HeadlinesBriefing favicon HeadlinesBriefing.com

Legacy Xeon Runs 26B Gemma Model Without GPU

Hacker News •
×

A single 2016 Intel Xeon E5‑2620 v4, paired with 128 GB DDR3, can run Gemma 4’s 26B‑A4B MTP drafters without a GPU. The author recycles a server that feels like a relic, yet the machine serves as a proof‑of‑concept that CPU‑bound inference is viable when tuned carefully. This setup challenges the notion that modern LLMs demand high‑end GPUs. The setup runs at roughly 0.3 tokens per second, matching the speed of a single‑threaded GPU.

To make the run practical, the author leverages llama‑cli with dozens of knobs: speculative decoding, CPU‑MoE routing, and runtime repacking. These options shift weight traffic into the Xeon’s L3 cache and reduce memory bandwidth stalls, turning a memory‑bound decoder into a near‑linear operation efficiently. The combination of these flags eliminates the need for GPU‑specific optimizations, making the setup portable across legacy hardware for large‑scale. Users can activate these switches via a single command line, simplifying deployment.

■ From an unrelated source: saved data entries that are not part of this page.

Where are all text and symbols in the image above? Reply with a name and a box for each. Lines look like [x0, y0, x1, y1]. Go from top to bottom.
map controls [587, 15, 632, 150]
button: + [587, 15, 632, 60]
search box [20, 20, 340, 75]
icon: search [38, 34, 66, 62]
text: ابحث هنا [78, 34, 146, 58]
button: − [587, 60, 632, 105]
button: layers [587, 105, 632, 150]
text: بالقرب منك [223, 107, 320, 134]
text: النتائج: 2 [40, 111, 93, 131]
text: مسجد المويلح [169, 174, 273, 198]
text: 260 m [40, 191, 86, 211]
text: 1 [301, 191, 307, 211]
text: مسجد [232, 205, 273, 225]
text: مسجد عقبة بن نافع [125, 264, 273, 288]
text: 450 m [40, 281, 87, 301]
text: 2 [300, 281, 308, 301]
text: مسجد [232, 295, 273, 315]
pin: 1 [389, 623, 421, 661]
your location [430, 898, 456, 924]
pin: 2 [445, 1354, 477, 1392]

Running Gemma 4 on a DDR3 server proves that with the right software tuning, CPUs can serve as viable inference backends for demanding language models. The experiment underscores the importance of memory‑centric optimizations and highlights that legacy hardware can still power modern AI workloads. This approach also reduces memory footprint, allowing models to fit within 32 GB of RAM.